Every entry should come back exactly as written, minus the pictures.
═══ DATA TO EXAMINE ═══
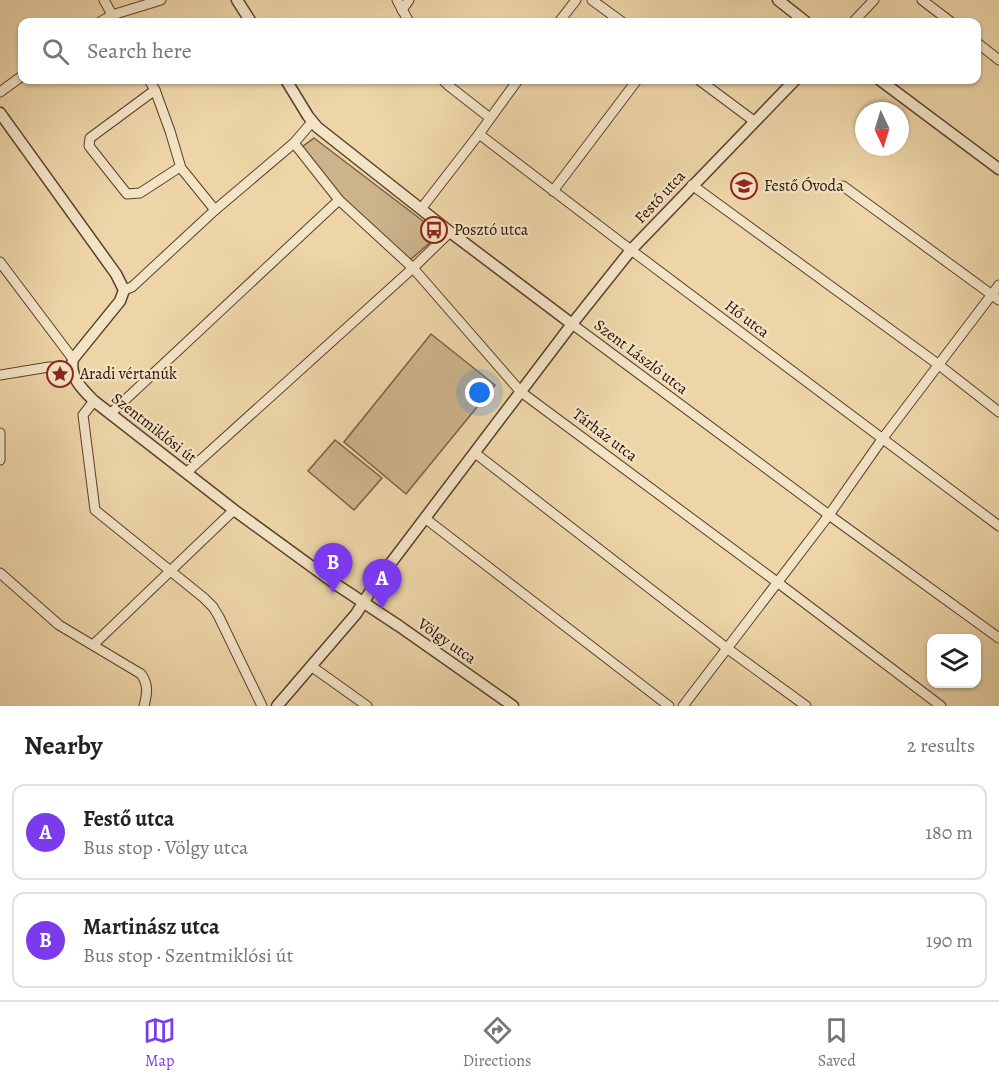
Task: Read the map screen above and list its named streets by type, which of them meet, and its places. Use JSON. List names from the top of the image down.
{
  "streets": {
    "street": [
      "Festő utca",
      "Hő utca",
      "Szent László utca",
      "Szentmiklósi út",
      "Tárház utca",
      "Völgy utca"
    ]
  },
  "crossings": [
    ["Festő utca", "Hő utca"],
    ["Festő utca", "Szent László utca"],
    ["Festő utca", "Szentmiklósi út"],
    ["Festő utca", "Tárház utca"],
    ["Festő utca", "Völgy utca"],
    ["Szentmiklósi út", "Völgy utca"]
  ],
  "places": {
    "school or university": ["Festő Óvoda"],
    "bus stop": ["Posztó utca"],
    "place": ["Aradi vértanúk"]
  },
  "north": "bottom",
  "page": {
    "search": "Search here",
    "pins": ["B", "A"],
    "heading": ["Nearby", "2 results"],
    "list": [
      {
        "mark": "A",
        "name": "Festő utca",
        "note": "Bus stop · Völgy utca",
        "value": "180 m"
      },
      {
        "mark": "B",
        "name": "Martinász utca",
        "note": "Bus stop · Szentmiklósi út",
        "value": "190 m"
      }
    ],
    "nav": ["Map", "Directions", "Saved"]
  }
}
═══
[SOLUTION TO THE PROBLEM]
Task: Read the map screen above and list its named streets by type, which of them meet, and its places. Use JSON. List names from the top of the image down.
{
  "streets": {
    "street": [
      "Festő utca",
      "Hő utca",
      "Szent László utca",
      "Szentmiklósi út",
      "Tárház utca",
      "Völgy utca"
    ]
  },
  "crossings": [
    ["Festő utca", "Hő utca"],
    ["Festő utca", "Szent László utca"],
    ["Festő utca", "Szentmiklósi út"],
    ["Festő utca", "Tárház utca"],
    ["Festő utca", "Völgy utca"],
    ["Szentmiklósi út", "Völgy utca"]
  ],
  "places": {
    "school or university": ["Festő Óvoda"],
    "bus stop": ["Posztó utca"],
    "place": ["Aradi vértanúk"]
  },
  "north": "bottom",
  "page": {
    "search": "Search here",
    "pins": ["B", "A"],
    "heading": ["Nearby", "2 results"],
    "list": [
      {
        "mark": "A",
        "name": "Festő utca",
        "note": "Bus stop · Völgy utca",
        "value": "180 m"
      },
      {
        "mark": "B",
        "name": "Martinász utca",
        "note": "Bus stop · Szentmiklósi út",
        "value": "190 m"
      }
    ],
    "nav": ["Map", "Directions", "Saved"]
  }
}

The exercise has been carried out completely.